* **WHAT YOU WILL DO**
Your output should be the lines from the start of the data through the line containing "Input: one rendered map. Build", exactly and nothing more.

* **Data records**
--

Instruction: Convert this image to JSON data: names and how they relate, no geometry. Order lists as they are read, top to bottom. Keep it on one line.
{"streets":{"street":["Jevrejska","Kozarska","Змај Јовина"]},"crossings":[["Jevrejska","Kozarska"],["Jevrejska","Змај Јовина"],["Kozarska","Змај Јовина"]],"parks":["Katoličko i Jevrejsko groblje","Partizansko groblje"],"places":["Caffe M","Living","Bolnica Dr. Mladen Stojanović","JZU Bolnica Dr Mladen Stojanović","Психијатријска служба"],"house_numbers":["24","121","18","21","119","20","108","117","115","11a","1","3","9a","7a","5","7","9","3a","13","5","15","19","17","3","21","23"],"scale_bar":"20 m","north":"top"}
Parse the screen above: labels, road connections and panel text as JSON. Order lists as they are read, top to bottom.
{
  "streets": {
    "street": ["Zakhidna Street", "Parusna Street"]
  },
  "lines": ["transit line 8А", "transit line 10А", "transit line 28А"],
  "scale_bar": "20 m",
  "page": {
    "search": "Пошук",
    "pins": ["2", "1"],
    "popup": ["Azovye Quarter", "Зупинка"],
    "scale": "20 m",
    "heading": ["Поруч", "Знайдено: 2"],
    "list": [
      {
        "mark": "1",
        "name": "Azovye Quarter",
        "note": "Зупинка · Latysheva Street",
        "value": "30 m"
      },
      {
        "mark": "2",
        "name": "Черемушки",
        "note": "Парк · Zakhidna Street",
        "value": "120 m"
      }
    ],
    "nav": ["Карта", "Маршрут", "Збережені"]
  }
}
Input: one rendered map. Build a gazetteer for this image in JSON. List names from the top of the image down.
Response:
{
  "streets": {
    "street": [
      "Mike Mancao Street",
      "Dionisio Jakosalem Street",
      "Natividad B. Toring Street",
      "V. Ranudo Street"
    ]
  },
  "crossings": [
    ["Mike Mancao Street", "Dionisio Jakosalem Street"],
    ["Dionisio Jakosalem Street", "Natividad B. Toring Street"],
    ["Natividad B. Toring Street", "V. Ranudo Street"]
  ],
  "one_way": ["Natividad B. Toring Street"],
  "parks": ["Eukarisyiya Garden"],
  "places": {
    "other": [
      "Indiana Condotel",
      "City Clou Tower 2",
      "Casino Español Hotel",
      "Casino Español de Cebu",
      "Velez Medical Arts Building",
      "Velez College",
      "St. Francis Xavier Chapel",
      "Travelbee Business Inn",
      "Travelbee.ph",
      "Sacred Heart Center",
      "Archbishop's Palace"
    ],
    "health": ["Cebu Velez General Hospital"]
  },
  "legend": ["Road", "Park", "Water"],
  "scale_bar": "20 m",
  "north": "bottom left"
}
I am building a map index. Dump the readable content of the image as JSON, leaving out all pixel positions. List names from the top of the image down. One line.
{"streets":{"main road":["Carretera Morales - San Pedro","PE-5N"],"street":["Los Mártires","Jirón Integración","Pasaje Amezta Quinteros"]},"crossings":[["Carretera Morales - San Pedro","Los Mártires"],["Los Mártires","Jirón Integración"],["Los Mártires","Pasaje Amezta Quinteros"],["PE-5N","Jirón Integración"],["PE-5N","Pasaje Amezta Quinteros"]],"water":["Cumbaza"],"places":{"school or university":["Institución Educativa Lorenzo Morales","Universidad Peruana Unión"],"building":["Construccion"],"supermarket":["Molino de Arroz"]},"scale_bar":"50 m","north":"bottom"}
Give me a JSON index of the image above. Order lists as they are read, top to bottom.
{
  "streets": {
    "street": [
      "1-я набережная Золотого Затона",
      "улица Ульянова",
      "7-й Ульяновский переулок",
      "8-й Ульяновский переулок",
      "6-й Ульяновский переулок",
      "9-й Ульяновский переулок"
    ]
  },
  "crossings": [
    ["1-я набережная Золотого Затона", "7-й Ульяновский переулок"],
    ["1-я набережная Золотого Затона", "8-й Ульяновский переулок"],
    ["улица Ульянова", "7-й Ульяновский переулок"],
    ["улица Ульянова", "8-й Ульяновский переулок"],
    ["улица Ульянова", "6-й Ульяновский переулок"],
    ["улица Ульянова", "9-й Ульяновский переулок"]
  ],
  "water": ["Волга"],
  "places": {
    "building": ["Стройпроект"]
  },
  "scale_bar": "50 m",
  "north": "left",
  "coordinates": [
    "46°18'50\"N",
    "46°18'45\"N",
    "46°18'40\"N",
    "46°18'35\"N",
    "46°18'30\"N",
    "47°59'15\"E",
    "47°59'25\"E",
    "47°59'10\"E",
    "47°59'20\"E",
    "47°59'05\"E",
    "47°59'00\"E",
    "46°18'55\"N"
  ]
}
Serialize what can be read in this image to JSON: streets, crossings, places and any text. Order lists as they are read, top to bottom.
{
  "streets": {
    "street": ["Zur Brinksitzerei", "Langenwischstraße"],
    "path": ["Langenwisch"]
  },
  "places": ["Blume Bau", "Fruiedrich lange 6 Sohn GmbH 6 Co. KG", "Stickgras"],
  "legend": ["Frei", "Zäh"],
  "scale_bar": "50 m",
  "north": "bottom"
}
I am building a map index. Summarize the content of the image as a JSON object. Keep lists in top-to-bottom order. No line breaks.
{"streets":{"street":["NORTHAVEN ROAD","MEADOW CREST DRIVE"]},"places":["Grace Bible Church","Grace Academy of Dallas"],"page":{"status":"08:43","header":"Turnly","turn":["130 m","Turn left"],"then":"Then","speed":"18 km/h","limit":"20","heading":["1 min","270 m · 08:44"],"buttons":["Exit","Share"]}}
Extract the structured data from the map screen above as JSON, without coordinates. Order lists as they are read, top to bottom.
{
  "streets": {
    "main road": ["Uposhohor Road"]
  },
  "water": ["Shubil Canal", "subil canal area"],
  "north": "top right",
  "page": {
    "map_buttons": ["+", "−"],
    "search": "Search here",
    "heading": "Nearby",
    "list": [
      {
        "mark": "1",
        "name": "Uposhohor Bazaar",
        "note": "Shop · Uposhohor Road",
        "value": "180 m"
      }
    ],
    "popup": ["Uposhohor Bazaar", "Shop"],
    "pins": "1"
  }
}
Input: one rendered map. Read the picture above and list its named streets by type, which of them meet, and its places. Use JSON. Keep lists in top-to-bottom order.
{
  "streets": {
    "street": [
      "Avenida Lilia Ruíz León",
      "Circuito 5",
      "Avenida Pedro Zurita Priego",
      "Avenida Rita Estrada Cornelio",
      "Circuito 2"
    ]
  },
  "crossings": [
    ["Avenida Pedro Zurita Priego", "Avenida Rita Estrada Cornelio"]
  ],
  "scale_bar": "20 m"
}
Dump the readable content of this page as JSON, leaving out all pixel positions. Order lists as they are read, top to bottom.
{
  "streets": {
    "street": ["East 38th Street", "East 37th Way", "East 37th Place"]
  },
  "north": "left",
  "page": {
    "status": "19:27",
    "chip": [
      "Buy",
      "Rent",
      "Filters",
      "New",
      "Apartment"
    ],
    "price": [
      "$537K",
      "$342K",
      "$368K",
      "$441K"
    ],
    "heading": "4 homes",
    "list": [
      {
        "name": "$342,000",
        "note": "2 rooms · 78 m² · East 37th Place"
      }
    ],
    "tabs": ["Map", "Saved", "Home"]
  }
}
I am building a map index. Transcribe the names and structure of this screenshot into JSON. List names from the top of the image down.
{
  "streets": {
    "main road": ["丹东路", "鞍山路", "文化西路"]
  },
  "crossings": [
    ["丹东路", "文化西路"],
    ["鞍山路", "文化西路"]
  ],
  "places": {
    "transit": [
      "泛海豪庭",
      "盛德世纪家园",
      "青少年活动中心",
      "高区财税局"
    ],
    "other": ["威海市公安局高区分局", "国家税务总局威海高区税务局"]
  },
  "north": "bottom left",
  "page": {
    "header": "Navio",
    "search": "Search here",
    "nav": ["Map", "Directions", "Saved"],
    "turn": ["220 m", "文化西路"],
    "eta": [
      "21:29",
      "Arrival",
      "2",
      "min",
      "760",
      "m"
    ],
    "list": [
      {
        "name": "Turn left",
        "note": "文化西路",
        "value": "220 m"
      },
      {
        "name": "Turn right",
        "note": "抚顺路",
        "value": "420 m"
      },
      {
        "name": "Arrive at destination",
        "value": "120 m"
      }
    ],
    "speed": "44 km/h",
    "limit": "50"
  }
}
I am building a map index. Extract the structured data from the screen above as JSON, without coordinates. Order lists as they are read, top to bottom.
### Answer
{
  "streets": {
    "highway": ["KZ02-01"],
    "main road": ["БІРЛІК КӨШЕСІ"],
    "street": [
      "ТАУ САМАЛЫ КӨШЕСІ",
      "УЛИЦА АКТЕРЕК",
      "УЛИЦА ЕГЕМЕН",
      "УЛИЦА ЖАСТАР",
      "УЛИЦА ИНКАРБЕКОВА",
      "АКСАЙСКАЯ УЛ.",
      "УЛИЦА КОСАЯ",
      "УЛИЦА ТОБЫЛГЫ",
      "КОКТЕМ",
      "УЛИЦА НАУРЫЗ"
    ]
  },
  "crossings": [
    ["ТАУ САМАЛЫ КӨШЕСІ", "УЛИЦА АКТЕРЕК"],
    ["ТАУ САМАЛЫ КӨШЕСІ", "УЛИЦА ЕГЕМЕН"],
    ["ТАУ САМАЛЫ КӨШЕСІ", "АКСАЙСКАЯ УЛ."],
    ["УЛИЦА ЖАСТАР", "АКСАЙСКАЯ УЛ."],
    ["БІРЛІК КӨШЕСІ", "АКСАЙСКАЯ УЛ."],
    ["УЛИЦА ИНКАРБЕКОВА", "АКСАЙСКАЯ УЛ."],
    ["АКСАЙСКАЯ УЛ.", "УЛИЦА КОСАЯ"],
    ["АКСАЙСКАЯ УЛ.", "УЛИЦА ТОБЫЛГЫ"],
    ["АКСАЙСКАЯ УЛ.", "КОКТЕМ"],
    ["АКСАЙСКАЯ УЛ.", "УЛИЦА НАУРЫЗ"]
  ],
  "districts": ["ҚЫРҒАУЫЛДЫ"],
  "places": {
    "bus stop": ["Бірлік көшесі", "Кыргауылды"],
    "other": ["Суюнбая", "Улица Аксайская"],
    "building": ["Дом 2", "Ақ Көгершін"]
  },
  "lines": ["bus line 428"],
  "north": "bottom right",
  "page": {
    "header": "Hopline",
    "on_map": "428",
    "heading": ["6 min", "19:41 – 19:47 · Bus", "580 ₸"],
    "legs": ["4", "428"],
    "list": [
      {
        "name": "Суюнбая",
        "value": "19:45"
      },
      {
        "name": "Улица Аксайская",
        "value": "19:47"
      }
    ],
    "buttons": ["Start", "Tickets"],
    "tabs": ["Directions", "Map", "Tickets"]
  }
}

--

* **RESULT BELOW**
Instruction: Convert this image to JSON data: names and how they relate, no geometry. Order lists as they are read, top to bottom. Keep it on one line.
{"streets":{"street":["Jevrejska","Kozarska","Змај Јовина"]},"crossings":[["Jevrejska","Kozarska"],["Jevrejska","Змај Јовина"],["Kozarska","Змај Јовина"]],"parks":["Katoličko i Jevrejsko groblje","Partizansko groblje"],"places":["Caffe M","Living","Bolnica Dr. Mladen Stojanović","JZU Bolnica Dr Mladen Stojanović","Психијатријска служба"],"house_numbers":["24","121","18","21","119","20","108","117","115","11a","1","3","9a","7a","5","7","9","3a","13","5","15","19","17","3","21","23"],"scale_bar":"20 m","north":"top"}
Parse the screen above: labels, road connections and panel text as JSON. Order lists as they are read, top to bottom.
{
  "streets": {
    "street": ["Zakhidna Street", "Parusna Street"]
  },
  "lines": ["transit line 8А", "transit line 10А", "transit line 28А"],
  "scale_bar": "20 m",
  "page": {
    "search": "Пошук",
    "pins": ["2", "1"],
    "popup": ["Azovye Quarter", "Зупинка"],
    "scale": "20 m",
    "heading": ["Поруч", "Знайдено: 2"],
    "list": [
      {
        "mark": "1",
        "name": "Azovye Quarter",
        "note": "Зупинка · Latysheva Street",
        "value": "30 m"
      },
      {
        "mark": "2",
        "name": "Черемушки",
        "note": "Парк · Zakhidna Street",
        "value": "120 m"
      }
    ],
    "nav": ["Карта", "Маршрут", "Збережені"]
  }
}
Input: one rendered map. Build a gazetteer for this image in JSON. List names from the top of the image down.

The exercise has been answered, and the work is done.